Emigrant Dreams, Colonial Realities: The History and Significance of the New Zealand Company

The records of the New Zealand Company in this collection provide an excellent insight into the Company’s contribution to bringing migrants, largely from the United Kingdom, to New Zealand in the 1840s. With one notable exception, Colonel William Wakefield’s journal of 1839, the records begin in early 1841 when the Company formally received a signed charter from Her Majesty’s Government. But to understand the Company’s aims and methods we must go back over a decade.

Edward Gibbon Wakefield’s Vision

The vision which lay behind the New Zealand Company was born in the head of Edward Gibbon Wakefield. Born the son of a farmer and land agent in 1796, Wakefield grew up influenced by his family’s philanthropic and charitable interests and by his own drive for social and political influence. To this end he eloped with a 16 year old heiress, and then after her death, abducted a 15 year old schoolgirl, Ellen Turner, whom he forced into marriage in the hope that her rich father, a Macclesfield manufacturer, would support his entry into political life.  Instead Edward Gibbon and his brother William, who had assisted him, were sentenced in 1827 to three years in Newgate Prison. There Wakefield read classical economics and became interested in colonisation as a cure for the overpopulation and pauperism affecting British and Irish society.

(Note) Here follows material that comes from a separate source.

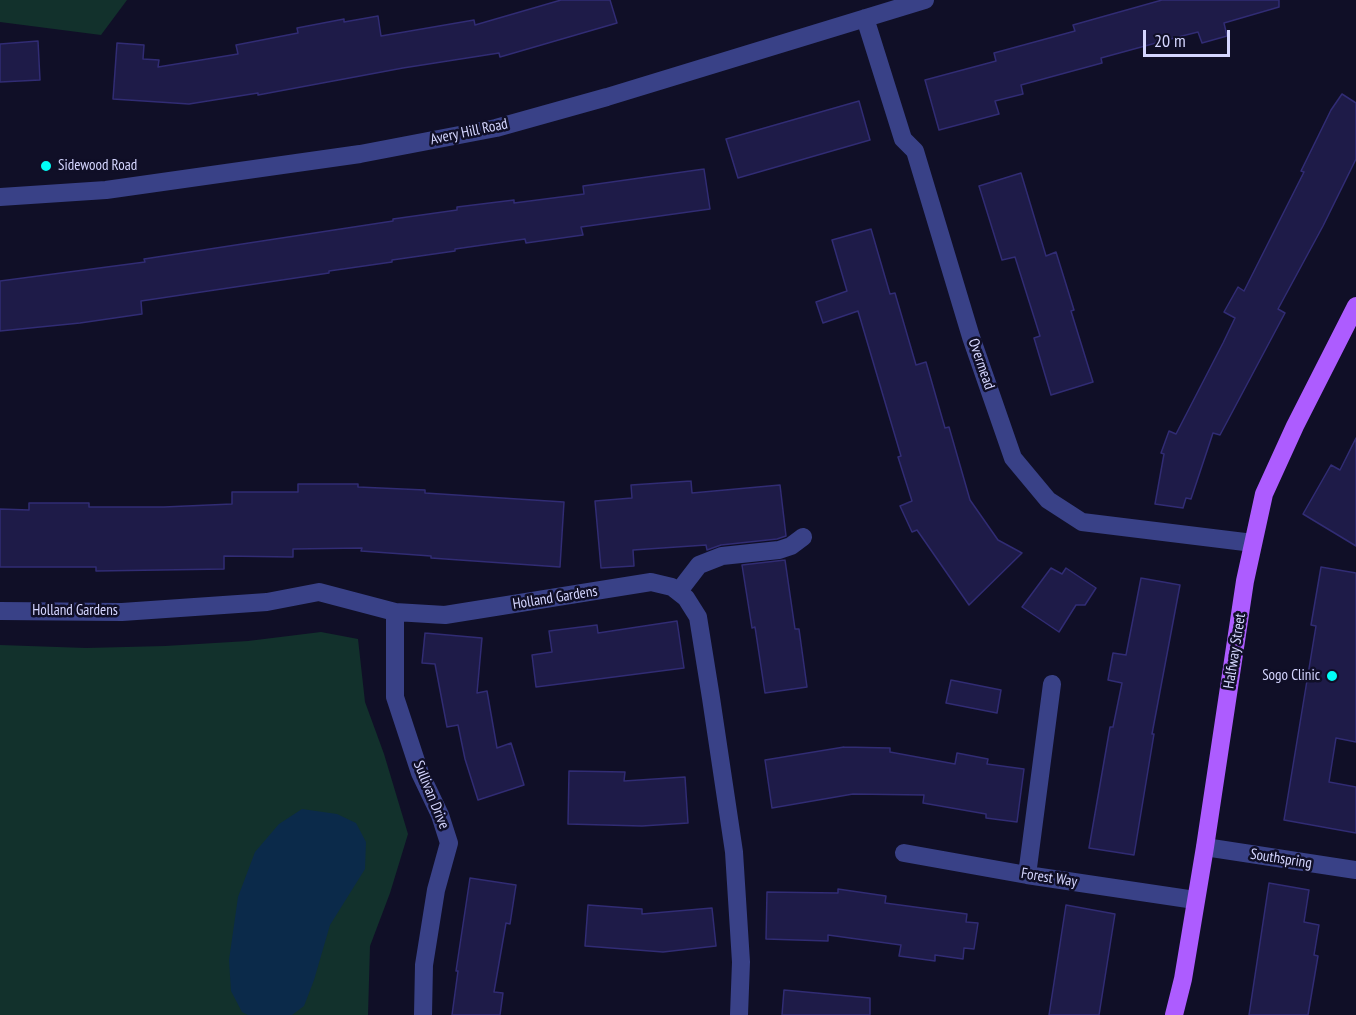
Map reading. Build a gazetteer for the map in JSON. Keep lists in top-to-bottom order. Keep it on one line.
{"streets":{"main road":["Halfway Street"],"street":["Avery Hill Road","Overmead","Holland Gardens","Sullivan Drive","Southspring","Forest Way"]},"crossings":[["Avery Hill Road","Overmead"],["Overmead","Halfway Street"],["Holland Gardens","Sullivan Drive"],["Halfway Street","Southspring"],["Halfway Street","Forest Way"]],"places":["Sidewood Road","Sogo Clinic"],"scale_bar":"20 m"}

In Wakefield’s view previous emigration had been handicapped by an imbalance of capital, labour and land. Colonies had abundant land, but this simply attracted poor squatters who had no capital to develop the land or to employ a waged labour force. Society became scattered, creating lawlessness and dissolute behaviour. Wakefield’s solution was a ‘sufficient price’ for land. This would provide an income from the sale of lands which could be used to pay for the free emigration of labourers and for investment in infrastructure like ports and roads; and it would ensure that labourers must work for wages for a time before they could purchase their acres. Capitalists would be attracted because they could gain a profit from making their land productive. They would eventually take on the role of a leisured aristocracy. Since population was concentrated rather than dispersed, civilised life would flower. Polished manners would replace the usual crudity of the frontier. A vision of a stable landed society, like rural England before the coming of industrial cities, was Wakefield’s dream. Such colonies would become prosperous and happy; while providing the homeland with opportunities for the ‘troubled’ middle class, work for unemployed rural workers (thus reducing the burdens of poor relief), a market for home manufactures, and a source of cheap agricultural produce.

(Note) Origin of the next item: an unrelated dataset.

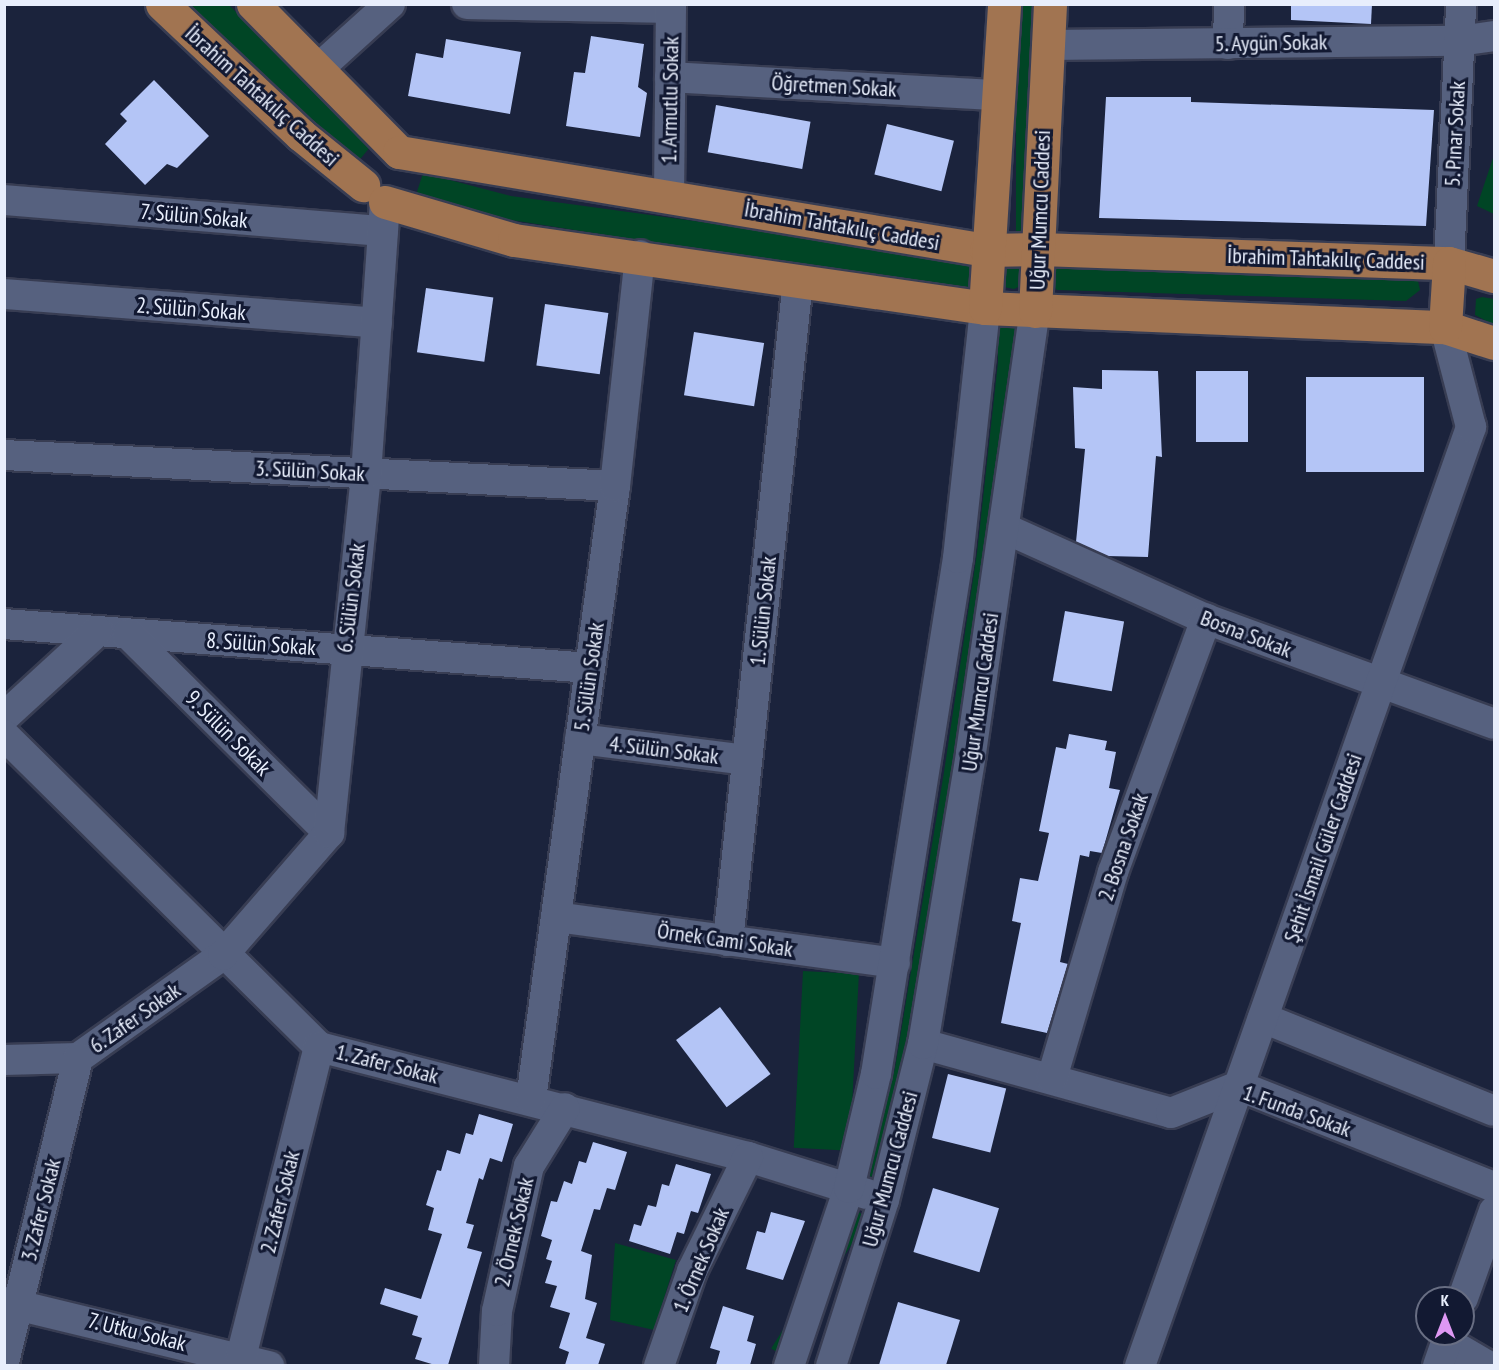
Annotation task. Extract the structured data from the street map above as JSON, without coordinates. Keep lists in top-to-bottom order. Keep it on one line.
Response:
{"streets":{"main road":["İbrahim Tahtakılıç Caddesi","Uğur Mumcu Caddesi"],"street":["5. Aygün Sokak","Öğretmen Sokak","1. Armutlu Sokak","5. Pınar Sokak","7. Sülün Sokak","2. Sülün Sokak","3. Sülün Sokak","6. Sülün Sokak","1. Sülün Sokak","Bosna Sokak","8. Sülün Sokak","5. Sülün Sokak","9. Sülün Sokak","4. Sülün Sokak","2. Bosna Sokak","Şehit İsmail Güler Caddesi","Örnek Cami Sokak","6. Zafer Sokak","1. Zafer Sokak","1. Funda Sokak","2. Zafer Sokak","3. Zafer Sokak","2. Örnek Sokak","1. Örnek Sokak","7. Utku Sokak"]},"crossings":[["5. Aygün Sokak","5. Pınar Sokak"],["5. Aygün Sokak","Uğur Mumcu Caddesi"],["Öğretmen Sokak","1. Armutlu Sokak"],["Öğretmen Sokak","Uğur Mumcu Caddesi"],["İbrahim Tahtakılıç Caddesi","1. Armutlu Sokak"],["İbrahim Tahtakılıç Caddesi","5. Pınar Sokak"],["İbrahim Tahtakılıç Caddesi","Uğur Mumcu Caddesi"],["İbrahim Tahtakılıç Caddesi","7. Sülün Sokak"],["İbrahim Tahtakılıç Caddesi","6. Sülün Sokak"],["İbrahim Tahtakılıç Caddesi","1. Sülün Sokak"],["İbrahim Tahtakılıç Caddesi","5. Sülün Sokak"],["İbrahim Tahtakılıç Caddesi","Şehit İsmail Güler Caddesi"],["Uğur Mumcu Caddesi","Bosna Sokak"],["Uğur Mumcu Caddesi","Örnek Cami Sokak"],["Uğur Mumcu Caddesi","1. Zafer Sokak"],["Uğur Mumcu Caddesi","1. Funda Sokak"],["7. Sülün Sokak","6. Sülün Sokak"],["2. Sülün Sokak","6. Sülün Sokak"],["3. Sülün Sokak","6. Sülün Sokak"],["3. Sülün Sokak","5. Sülün Sokak"],["6. Sülün Sokak","8. Sülün Sokak"],["6. Sülün Sokak","9. Sülün Sokak"],["1. Sülün Sokak","4. Sülün Sokak"],["1. Sülün Sokak","Örnek Cami Sokak"],["Bosna Sokak","2. Bosna Sokak"],["Bosna Sokak","Şehit İsmail Güler Caddesi"],["8. Sülün Sokak","5. Sülün Sokak"],["8. Sülün Sokak","9. Sülün Sokak"],["5. Sülün Sokak","4. Sülün Sokak"],["5. Sülün Sokak","Örnek Cami Sokak"],["5. Sülün Sokak","1. Zafer Sokak"],["2. Bosna Sokak","1. Funda Sokak"],["Şehit İsmail Güler Caddesi","1. Funda Sokak"],["6. Zafer Sokak","1. Zafer Sokak"],["6. Zafer Sokak","3. Zafer Sokak"],["1. Zafer Sokak","2. Zafer Sokak"],["1. Zafer Sokak","2. Örnek Sokak"],["1. Zafer Sokak","1. Örnek Sokak"],["2. Zafer Sokak","7. Utku Sokak"],["3. Zafer Sokak","7. Utku Sokak"]],"north":"top"}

Wakefield spelled out this alluring vision in A Letter from Sydney in 1829. The next year after his release from Newgate, Wakefield set out to push his ideas. He wrote pamphlets and books, but also promoted his views through his own magnetic personality and through cultivating powerful allies. In 1830 he won over Robert Rintoul, editor of The Spectator, who attracted a number of liberal intellectuals including several MPs such as Charles Buller and William Molesworth. They formed the National Colonization Society to push Wakefield’s ideas.  Their first major opportunity came with the founding of a colony in South Australia, and Wakefield published The New British Province of South Australia to provide advice to intending colonists. But he was side-lined while away in Europe and became appalled at the low price of land offered. Instead Wakefield and his band of reformers turned their sights on New Zealand.